When implementing the proposed algorithm, we set the initial value of each regression parameter to be 0, and the initial value of each λl to be 1/n. The algorithm is declared convergent when the sum of the absolute differences of the estimates at two successive iterations is less than a small positive number, say 10−3. Table 1 reports the numerical results on the regression parameter estimation under the proportional hazards model r˜k=0 and the proportional odds model r˜k=1, including the empirical biases (EmpBias), empirical standard standard errors (EmpSE), average standard error estimates (EstSE), and the empirical coverage probabilities of 95% confidence intervals (CP95) obtained by normal approximations. The results in Table 1 suggest that the proposed method performs reasonably well in finite samples. The empirical biases of all regression parameter estimates are small, the corresponding standard error estimates are close to the empirical standard errors, and the empirical coverage probabilities match the nominal value well.

Table 1.

Simulation results on the regression parameter estimates with the proposed method, including the empirical biases (EmpBias), empirical standard errors (EmpSE), average standard error estimates (EstSE), and the 95% coverage probabilities (CP95).

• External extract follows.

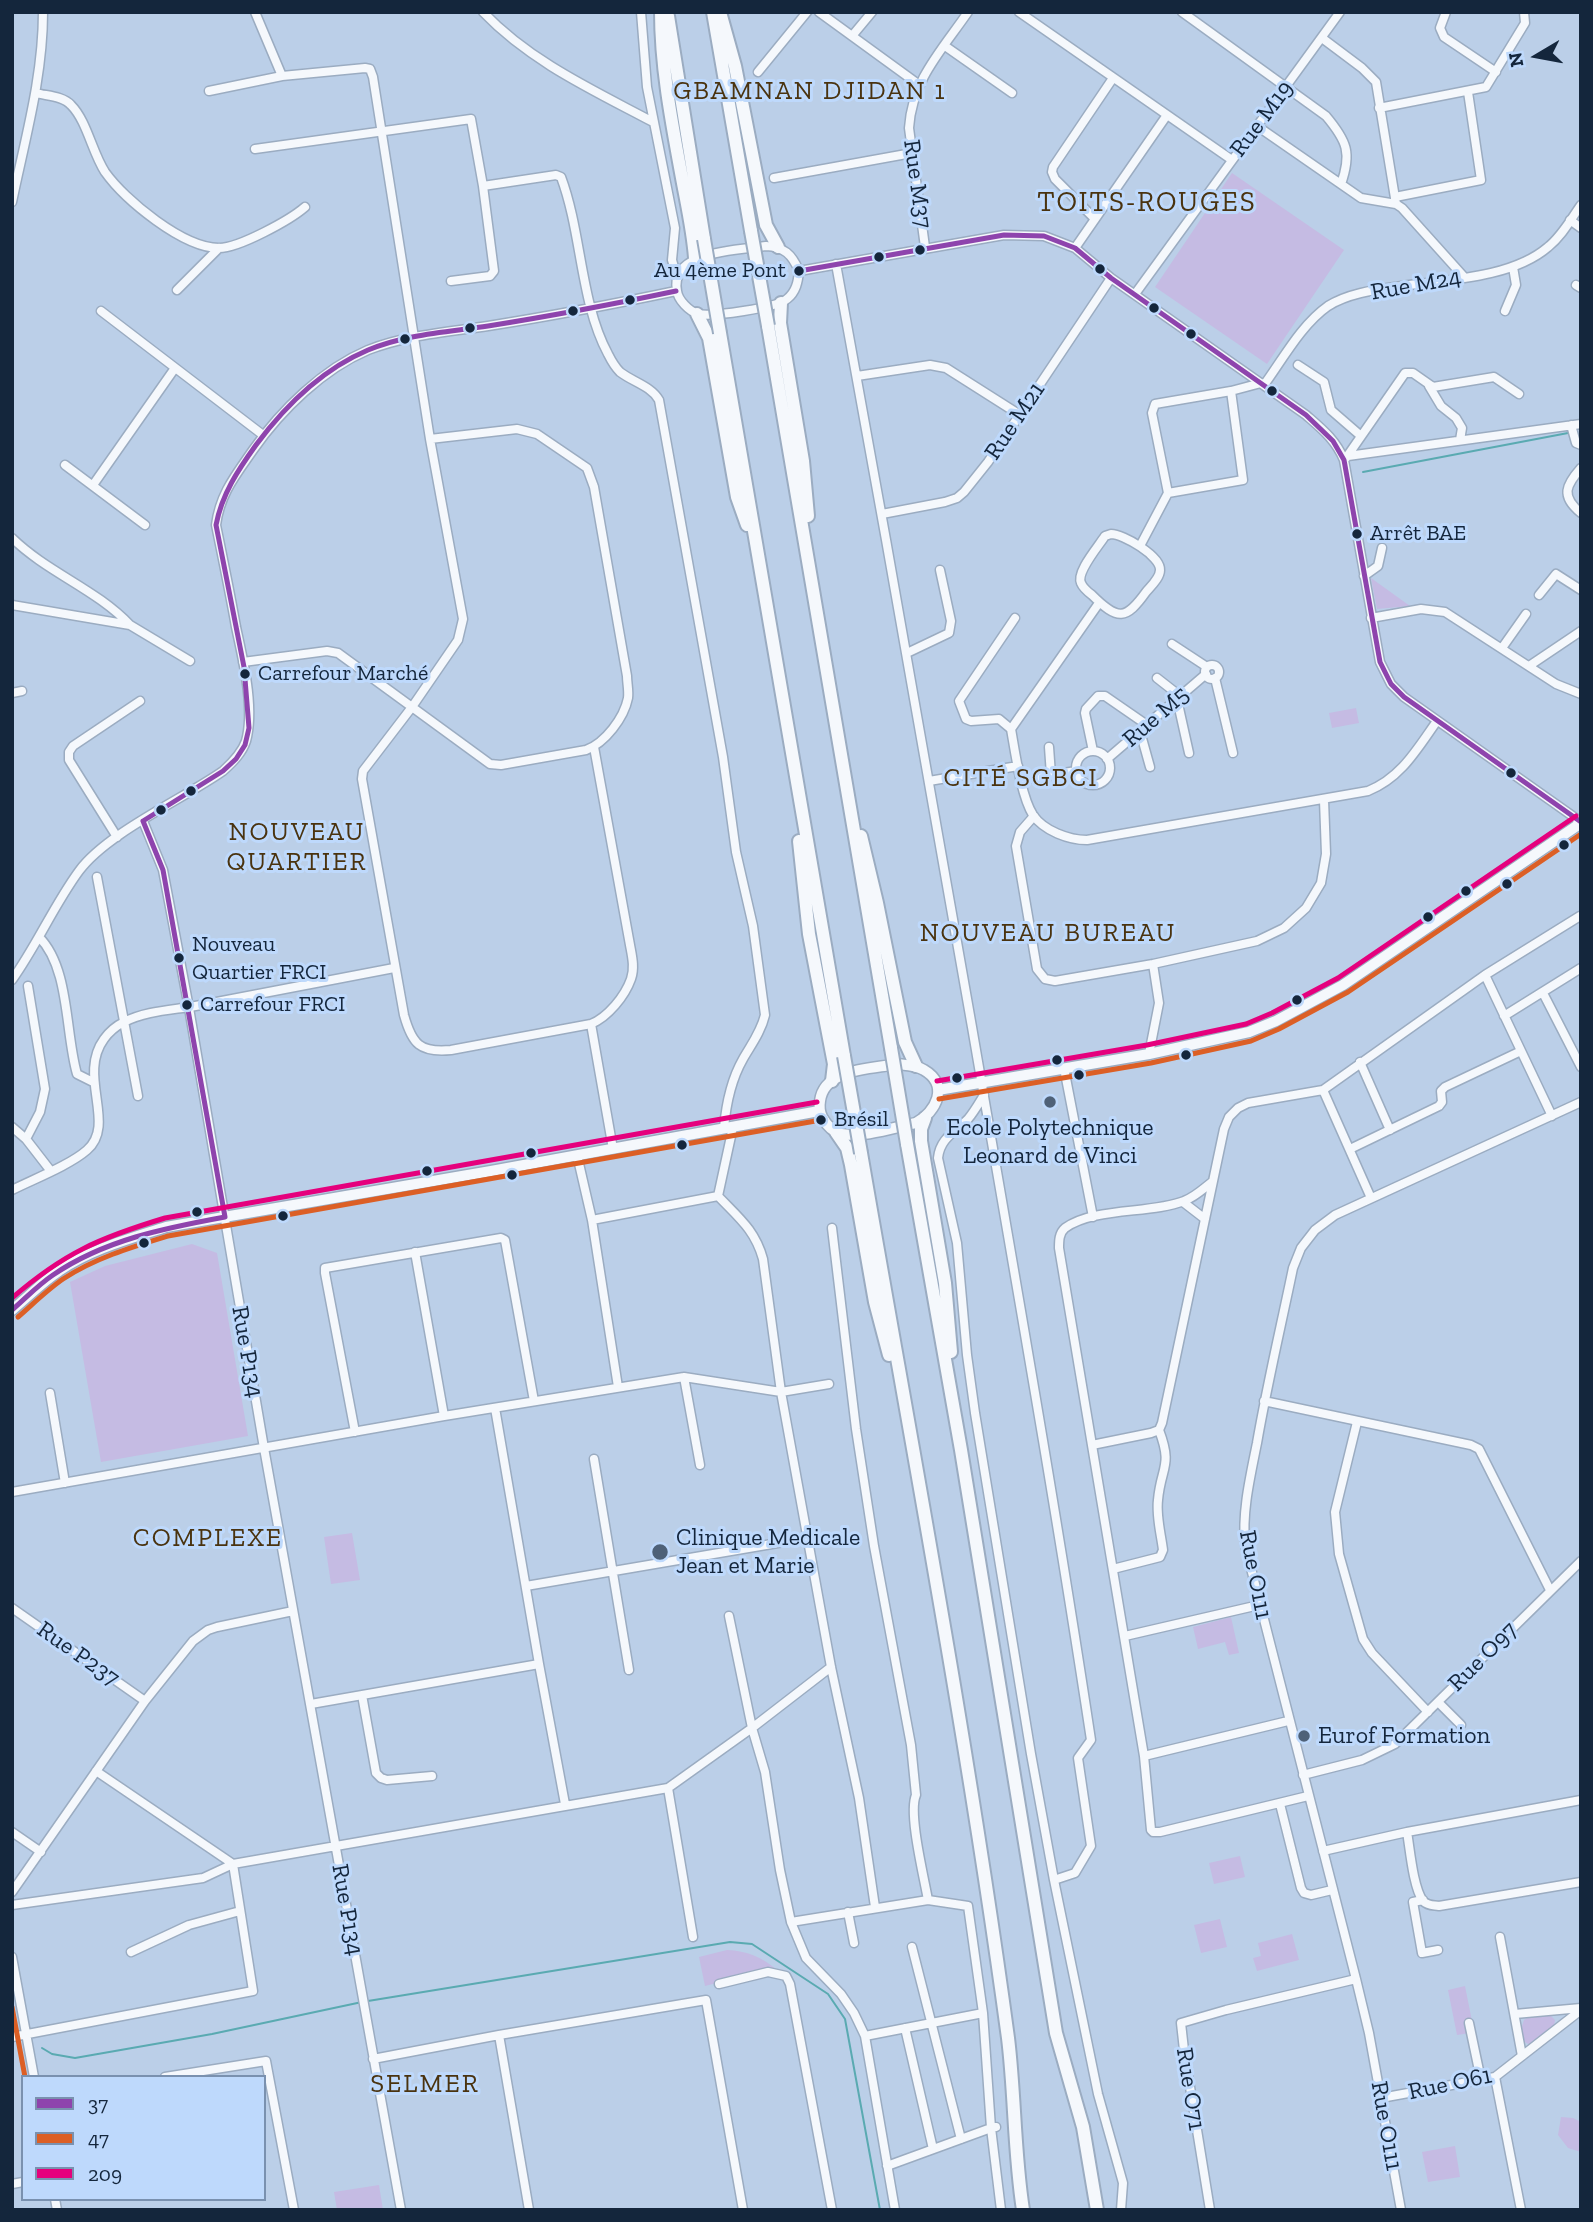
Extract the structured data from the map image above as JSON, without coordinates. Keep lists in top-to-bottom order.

Proportional hazards Proportional odds
EmpBias EmpSE EstSE CP95 EmpBias EmpSE EstSE CP95
Results for the survival models
α^1 0.022 0.516 0.502 0.946 0.003 0.772 0.772 0.944
α^3 0.003 0.561 0.553 0.950 −0.034 0.801 0.780 0.936
β^2 −0.008 0.234 0.223 0.938 −0.009 0.353 0.344 0.944
γ^11 0.004 0.314 0.302 0.946 0.056 0.497 0.469 0.942
γ^12 0.006 0.469 0.498 0.964 −0.019 0.751 0.763 0.956
γ^21 0.020 0.222 0.230 0.969 −0.017 0.387 0.362 0.934
γ^22 −0.002 0.391 0.377 0.954 −0.014 0.618 0.594 0.958
γ^31 −0.016 0.375 0.377 0.954 0.022 0.571 0.563 0.942
γ^32 −0.045 0.638 0.627 0.940 −0.004 0.878 0.861 0.940
Results for the multinomial logistic model
θ^10 −0.013 0.440 0.421 0.936 0.029 0.416 0.420 0.961
θ^11 0.011 0.371 0.366 0.946 −0.010 0.376 0.366 0.942
θ^12 −0.024 0.595 0.610 0.958 −0.052 0.632 0.614 0.948
θ^30 −0.004 0.376 0.393 0.964 0.030 0.380 0.396 0.962
θ^31 0.004 0.381 0.369 0.940 −0.014 0.376 0.371 0.954
θ^32 −0.015 0.591 0.614 0.960 −0.042 0.616 0.616 0.956

Next, we suppose the simulated data arising from a randomized clinical trial with treatment non-compliance, where the IV, A, corresponds to the random treatment assignment, and D corresponds to the actual treatment received. Considering this scenario, we compare the proposed method to the naive methods, including the as-treated analysis, per-protocol analysis, and intent-to-treat (ITT) analysis based on the same simulated datasets. To implement these naive approaches, we use the algorithm provided in Zeng et al. (2016). We report in Table 2 the empirical biases (EmpBias) along with the empirical standard errors (EmpSE) obtained by the three naive methods. We use the true values of the model parameters corresponding to the complier group to calculate the empirical biases, i.e. (β, γ) = (0.5, 0.5, −0.5). The results in Table 2 show that the treatment and covariate effects estimated by the three naive methods are severely biased about the complier treatment effect of interest. This indicates that ITT, as-treated, and per-protocol analyses may all fail to measure the true causal treatment effect for a randomized study with treatment noncompliance.

Table 2.

Simulation results on the regression parameter estimates based on the three naive methods, including the empirical biases (EmpBias) and empirical standard errors (EmpSE). r˜=0 and 1 correspond to the proportional hazards and proportional odds models, respectively.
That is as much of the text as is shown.